*ACTION ITEM*
Would you go through the records below and copy each line with the string "canvas"?

*TASK INPUTS*
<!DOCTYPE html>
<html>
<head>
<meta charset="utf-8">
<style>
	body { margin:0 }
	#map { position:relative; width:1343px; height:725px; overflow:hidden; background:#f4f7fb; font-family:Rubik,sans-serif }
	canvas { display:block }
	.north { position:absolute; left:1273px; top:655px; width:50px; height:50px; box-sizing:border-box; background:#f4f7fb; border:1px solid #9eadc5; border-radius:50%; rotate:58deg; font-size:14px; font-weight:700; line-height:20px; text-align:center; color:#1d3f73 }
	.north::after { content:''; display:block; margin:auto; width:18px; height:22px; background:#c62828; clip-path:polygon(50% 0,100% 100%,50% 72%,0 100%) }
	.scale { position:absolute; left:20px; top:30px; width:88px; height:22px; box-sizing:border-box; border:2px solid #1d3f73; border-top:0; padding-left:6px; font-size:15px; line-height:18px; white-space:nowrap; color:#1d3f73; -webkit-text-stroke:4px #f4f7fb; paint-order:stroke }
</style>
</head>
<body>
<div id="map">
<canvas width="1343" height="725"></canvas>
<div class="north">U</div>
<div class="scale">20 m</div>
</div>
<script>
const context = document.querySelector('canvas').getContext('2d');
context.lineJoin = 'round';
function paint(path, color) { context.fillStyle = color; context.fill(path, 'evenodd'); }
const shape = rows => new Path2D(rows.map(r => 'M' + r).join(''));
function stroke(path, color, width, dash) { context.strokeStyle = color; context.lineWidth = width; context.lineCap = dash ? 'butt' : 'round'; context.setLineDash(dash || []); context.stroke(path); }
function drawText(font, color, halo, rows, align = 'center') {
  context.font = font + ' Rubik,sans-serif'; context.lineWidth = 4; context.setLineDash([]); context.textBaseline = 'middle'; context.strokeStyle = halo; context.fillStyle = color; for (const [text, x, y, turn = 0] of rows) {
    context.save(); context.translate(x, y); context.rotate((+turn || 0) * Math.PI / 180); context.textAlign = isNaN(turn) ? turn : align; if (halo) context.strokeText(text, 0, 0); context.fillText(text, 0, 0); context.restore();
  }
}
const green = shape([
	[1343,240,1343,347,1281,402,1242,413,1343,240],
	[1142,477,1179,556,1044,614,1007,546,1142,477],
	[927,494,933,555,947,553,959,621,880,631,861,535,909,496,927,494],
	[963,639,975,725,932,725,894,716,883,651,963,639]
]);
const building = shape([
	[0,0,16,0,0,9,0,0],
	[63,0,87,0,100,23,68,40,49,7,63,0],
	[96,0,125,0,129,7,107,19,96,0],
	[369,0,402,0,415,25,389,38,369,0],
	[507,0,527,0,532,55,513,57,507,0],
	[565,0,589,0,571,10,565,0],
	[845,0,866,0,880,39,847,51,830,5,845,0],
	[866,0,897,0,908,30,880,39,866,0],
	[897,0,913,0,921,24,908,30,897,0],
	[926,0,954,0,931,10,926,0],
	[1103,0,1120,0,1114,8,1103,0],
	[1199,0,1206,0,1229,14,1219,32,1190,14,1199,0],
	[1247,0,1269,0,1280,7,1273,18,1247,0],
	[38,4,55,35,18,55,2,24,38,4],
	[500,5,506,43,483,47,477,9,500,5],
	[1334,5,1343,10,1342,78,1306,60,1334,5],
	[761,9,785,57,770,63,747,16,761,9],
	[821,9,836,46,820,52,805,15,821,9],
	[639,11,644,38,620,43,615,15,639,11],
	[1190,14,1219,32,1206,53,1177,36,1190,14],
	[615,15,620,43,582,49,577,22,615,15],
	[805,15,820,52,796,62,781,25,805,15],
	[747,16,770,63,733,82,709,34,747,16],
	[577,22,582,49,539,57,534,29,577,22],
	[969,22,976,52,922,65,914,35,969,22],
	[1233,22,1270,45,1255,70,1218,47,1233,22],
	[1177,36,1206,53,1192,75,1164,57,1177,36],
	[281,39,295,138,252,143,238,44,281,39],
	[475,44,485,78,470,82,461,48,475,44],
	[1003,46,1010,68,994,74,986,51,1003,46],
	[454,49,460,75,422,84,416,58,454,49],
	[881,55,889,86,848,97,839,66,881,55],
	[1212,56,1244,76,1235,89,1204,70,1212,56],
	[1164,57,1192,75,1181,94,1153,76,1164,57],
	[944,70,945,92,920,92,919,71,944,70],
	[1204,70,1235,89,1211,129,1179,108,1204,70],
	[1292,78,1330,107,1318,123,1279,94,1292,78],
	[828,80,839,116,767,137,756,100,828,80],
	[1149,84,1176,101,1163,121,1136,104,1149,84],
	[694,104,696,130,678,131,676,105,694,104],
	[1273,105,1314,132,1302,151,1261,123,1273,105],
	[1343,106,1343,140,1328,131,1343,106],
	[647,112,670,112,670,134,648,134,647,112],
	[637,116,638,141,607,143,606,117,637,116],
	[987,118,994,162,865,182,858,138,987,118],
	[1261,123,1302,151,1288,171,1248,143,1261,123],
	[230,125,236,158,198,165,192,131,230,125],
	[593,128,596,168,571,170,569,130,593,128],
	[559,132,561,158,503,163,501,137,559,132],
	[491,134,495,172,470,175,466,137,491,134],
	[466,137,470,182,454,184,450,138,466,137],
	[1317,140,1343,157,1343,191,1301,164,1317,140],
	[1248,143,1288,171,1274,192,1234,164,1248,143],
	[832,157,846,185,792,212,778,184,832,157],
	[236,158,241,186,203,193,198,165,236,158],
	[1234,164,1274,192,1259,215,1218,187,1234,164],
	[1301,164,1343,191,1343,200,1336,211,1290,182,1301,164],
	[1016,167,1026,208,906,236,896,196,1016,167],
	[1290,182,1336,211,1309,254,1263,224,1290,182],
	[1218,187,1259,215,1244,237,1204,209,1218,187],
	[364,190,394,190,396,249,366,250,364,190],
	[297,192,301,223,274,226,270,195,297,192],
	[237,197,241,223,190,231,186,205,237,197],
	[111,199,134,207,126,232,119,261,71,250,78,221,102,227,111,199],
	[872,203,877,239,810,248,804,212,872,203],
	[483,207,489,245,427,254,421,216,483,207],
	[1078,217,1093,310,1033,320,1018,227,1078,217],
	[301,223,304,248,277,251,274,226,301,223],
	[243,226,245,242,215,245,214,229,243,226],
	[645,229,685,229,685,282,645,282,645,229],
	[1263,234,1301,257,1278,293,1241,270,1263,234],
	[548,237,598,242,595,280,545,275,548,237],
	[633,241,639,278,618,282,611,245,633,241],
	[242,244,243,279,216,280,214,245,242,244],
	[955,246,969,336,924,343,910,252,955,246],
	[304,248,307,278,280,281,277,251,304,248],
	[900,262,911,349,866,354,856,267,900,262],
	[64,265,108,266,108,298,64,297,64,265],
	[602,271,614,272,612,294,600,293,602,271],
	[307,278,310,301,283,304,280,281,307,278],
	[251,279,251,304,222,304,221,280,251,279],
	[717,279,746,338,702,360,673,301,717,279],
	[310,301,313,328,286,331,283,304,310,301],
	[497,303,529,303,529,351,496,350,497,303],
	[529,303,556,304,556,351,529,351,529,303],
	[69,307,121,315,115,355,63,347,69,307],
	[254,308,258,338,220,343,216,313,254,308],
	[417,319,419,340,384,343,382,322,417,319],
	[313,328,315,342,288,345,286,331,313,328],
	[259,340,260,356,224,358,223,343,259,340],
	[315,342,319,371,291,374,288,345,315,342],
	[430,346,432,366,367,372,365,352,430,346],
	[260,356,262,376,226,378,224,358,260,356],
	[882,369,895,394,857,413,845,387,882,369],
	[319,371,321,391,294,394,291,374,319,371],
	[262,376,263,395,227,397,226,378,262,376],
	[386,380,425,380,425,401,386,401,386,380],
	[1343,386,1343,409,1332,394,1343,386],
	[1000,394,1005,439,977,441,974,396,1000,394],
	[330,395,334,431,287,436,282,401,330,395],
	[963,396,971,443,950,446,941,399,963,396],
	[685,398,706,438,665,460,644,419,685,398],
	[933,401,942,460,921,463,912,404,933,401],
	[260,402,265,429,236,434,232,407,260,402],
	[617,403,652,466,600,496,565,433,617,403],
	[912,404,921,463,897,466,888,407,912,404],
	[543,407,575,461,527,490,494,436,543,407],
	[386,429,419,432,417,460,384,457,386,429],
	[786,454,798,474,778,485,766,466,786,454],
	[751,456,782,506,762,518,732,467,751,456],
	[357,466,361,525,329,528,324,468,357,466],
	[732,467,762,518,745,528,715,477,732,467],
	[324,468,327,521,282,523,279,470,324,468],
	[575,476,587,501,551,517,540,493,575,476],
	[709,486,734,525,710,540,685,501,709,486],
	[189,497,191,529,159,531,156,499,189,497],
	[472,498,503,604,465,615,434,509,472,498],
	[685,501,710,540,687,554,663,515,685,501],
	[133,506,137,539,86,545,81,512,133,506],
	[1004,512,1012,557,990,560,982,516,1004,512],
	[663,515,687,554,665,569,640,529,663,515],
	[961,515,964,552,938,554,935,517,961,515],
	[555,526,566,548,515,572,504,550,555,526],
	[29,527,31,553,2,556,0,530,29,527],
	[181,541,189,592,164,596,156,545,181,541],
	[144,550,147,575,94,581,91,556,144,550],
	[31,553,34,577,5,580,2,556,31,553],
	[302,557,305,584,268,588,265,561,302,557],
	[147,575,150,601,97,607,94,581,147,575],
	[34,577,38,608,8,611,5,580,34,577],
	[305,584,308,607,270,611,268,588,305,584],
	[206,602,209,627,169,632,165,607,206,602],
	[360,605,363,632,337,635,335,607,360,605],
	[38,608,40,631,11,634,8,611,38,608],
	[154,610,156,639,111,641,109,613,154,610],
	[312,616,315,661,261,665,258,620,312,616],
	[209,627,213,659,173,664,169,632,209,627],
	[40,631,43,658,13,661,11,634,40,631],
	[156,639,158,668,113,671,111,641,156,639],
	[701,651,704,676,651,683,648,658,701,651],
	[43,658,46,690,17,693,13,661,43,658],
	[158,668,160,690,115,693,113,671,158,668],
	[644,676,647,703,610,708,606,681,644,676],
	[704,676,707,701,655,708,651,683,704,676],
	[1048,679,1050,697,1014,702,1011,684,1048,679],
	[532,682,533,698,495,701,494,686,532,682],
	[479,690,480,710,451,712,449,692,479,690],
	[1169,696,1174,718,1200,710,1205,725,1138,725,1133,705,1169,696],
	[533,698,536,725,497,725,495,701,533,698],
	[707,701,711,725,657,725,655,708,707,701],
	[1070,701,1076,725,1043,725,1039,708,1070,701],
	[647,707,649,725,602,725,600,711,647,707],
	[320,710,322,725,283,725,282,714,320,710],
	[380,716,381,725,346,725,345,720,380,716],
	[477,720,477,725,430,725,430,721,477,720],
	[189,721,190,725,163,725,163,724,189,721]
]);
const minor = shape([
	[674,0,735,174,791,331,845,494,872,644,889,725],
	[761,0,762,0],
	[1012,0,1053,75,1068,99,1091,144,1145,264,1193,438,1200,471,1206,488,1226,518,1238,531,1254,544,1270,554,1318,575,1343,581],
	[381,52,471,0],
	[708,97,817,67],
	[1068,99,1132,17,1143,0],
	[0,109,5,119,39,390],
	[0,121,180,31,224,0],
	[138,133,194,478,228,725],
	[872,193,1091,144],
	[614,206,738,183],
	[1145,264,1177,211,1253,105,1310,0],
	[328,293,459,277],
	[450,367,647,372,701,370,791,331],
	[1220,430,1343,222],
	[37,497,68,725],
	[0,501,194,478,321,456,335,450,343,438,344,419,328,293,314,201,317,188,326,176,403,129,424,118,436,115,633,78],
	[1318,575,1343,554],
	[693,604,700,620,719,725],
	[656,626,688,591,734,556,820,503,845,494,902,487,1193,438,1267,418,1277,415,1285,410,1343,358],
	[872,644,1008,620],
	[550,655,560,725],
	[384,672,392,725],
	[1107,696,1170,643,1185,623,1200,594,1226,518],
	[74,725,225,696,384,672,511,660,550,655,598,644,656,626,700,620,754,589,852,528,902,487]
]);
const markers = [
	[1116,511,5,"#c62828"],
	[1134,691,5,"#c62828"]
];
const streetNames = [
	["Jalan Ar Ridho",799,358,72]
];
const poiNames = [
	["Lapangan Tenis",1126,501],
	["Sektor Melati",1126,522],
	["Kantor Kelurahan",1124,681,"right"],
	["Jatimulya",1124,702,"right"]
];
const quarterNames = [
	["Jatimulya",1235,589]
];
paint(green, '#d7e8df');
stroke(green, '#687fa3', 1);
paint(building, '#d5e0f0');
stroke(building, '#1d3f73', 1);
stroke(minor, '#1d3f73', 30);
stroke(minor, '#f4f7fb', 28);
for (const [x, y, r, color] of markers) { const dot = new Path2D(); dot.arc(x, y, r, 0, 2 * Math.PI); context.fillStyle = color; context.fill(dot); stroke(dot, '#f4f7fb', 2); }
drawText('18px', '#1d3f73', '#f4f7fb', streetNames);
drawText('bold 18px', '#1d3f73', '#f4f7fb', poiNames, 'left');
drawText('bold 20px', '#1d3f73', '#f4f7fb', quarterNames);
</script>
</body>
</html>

*RESULT BELOW*
	canvas { display:block }
<canvas width="1343" height="725"></canvas>
const context = document.querySelector('canvas').getContext('2d');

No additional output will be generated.